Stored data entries
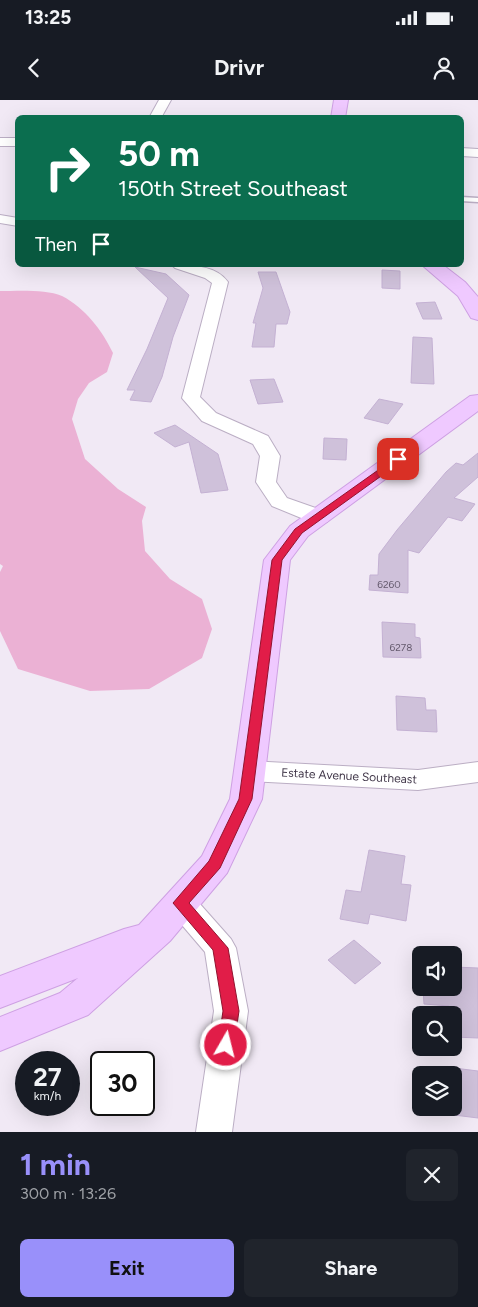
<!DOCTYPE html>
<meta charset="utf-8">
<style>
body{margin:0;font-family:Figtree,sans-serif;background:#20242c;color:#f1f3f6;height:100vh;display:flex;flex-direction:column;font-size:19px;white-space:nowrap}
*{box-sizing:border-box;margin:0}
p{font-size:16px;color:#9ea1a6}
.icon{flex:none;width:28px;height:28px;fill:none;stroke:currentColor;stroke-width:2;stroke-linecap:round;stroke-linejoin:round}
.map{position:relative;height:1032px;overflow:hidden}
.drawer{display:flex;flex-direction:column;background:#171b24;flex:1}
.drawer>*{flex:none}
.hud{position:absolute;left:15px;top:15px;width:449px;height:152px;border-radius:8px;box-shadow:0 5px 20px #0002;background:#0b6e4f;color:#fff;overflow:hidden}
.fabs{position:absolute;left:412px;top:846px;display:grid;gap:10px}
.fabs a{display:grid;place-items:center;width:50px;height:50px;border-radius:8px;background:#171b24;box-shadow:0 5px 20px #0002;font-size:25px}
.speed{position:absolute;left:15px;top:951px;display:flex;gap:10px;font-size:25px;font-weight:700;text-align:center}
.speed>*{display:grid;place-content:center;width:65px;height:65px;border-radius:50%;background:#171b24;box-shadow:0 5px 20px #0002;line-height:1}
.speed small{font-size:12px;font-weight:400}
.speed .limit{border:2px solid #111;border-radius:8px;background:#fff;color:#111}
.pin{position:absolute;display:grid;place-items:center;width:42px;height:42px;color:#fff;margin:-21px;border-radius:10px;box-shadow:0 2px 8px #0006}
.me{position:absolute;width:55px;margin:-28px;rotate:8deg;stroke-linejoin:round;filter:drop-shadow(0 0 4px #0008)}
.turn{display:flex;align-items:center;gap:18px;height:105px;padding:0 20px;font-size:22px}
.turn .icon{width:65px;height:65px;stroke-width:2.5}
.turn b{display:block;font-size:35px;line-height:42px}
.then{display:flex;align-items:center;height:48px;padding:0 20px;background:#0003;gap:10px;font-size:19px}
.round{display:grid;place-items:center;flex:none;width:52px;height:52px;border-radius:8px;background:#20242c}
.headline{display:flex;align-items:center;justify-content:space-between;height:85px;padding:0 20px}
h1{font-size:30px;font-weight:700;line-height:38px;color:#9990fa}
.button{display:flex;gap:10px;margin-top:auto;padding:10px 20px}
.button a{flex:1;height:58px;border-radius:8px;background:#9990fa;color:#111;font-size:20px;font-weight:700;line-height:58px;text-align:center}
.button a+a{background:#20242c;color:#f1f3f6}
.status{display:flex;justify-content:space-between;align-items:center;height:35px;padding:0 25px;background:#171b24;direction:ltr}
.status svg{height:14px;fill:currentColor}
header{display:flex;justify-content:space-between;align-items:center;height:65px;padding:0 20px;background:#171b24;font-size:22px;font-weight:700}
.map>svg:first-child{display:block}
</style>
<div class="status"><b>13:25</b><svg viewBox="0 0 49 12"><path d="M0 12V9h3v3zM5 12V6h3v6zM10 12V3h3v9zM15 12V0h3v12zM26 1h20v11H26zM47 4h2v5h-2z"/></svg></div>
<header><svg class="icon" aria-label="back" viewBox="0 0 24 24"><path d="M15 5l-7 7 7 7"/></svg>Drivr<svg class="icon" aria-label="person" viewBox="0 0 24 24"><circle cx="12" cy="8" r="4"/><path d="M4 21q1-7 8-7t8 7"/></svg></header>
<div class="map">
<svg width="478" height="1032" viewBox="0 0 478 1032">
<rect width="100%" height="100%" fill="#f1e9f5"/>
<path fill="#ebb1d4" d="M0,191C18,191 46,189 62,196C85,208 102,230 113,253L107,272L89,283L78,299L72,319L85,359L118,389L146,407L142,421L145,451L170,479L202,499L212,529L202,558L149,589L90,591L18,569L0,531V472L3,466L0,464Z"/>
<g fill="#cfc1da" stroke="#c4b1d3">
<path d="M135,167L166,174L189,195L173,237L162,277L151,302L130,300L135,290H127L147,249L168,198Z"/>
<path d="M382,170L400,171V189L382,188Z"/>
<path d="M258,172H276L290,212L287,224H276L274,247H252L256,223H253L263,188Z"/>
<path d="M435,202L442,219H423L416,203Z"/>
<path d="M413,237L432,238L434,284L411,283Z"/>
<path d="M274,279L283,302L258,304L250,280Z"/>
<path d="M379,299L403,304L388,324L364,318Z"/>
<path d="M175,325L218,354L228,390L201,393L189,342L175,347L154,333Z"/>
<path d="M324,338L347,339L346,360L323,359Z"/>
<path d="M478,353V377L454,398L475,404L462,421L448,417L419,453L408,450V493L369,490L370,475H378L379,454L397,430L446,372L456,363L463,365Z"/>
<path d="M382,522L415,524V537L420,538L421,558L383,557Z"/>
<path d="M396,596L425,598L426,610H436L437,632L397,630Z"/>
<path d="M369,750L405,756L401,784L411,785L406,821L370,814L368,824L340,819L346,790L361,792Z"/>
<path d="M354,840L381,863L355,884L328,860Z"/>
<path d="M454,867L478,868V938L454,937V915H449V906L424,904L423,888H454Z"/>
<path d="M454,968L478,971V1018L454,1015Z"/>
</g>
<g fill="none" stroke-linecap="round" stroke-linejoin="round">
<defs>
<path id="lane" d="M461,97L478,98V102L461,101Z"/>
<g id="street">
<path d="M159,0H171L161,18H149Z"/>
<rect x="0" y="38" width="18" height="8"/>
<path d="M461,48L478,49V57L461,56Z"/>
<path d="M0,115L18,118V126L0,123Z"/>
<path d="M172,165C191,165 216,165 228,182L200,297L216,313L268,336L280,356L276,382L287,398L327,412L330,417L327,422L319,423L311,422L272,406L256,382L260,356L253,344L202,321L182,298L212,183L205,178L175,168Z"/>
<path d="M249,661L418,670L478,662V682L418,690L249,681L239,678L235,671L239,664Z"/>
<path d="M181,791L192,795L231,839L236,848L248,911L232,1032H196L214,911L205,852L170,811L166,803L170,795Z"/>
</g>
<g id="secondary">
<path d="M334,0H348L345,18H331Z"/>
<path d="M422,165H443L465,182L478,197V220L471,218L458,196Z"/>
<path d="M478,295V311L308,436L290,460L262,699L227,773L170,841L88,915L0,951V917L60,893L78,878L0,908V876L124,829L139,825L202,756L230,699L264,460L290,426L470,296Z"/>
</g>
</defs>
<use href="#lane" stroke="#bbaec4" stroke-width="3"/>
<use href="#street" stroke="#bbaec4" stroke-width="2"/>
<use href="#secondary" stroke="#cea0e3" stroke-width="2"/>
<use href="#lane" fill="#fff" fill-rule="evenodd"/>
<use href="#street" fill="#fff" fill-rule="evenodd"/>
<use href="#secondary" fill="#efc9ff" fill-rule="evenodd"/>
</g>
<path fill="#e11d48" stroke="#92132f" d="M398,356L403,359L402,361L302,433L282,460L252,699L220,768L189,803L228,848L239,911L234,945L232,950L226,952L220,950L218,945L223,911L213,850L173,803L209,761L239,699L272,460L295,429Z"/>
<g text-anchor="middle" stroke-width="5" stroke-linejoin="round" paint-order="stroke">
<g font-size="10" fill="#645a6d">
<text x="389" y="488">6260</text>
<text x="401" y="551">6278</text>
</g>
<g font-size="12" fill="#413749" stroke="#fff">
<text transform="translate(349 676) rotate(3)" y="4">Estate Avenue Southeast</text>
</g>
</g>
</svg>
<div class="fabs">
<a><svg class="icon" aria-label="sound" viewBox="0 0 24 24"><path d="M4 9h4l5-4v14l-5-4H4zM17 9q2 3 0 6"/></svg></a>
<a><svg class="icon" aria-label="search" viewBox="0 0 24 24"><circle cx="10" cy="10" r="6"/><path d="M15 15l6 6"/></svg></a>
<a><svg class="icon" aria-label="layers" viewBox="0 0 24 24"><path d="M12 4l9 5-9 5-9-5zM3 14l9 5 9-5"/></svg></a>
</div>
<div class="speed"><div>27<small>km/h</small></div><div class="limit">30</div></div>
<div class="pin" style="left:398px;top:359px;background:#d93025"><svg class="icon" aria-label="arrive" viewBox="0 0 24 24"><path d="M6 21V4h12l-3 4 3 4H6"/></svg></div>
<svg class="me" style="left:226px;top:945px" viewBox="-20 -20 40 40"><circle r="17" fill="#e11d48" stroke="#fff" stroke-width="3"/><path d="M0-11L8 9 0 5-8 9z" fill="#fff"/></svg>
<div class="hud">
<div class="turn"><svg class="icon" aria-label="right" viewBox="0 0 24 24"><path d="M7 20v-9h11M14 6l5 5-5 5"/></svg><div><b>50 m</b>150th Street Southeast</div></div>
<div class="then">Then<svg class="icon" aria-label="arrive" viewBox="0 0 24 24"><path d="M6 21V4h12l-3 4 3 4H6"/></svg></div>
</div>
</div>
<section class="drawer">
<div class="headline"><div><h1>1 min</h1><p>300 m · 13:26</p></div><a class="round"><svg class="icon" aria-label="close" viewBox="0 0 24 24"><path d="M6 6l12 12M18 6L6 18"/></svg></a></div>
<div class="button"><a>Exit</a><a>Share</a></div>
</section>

* _TRY IT_
Tally the lines of the records that hold the word "fabs" and output only the total.

* _SOLUTION_
3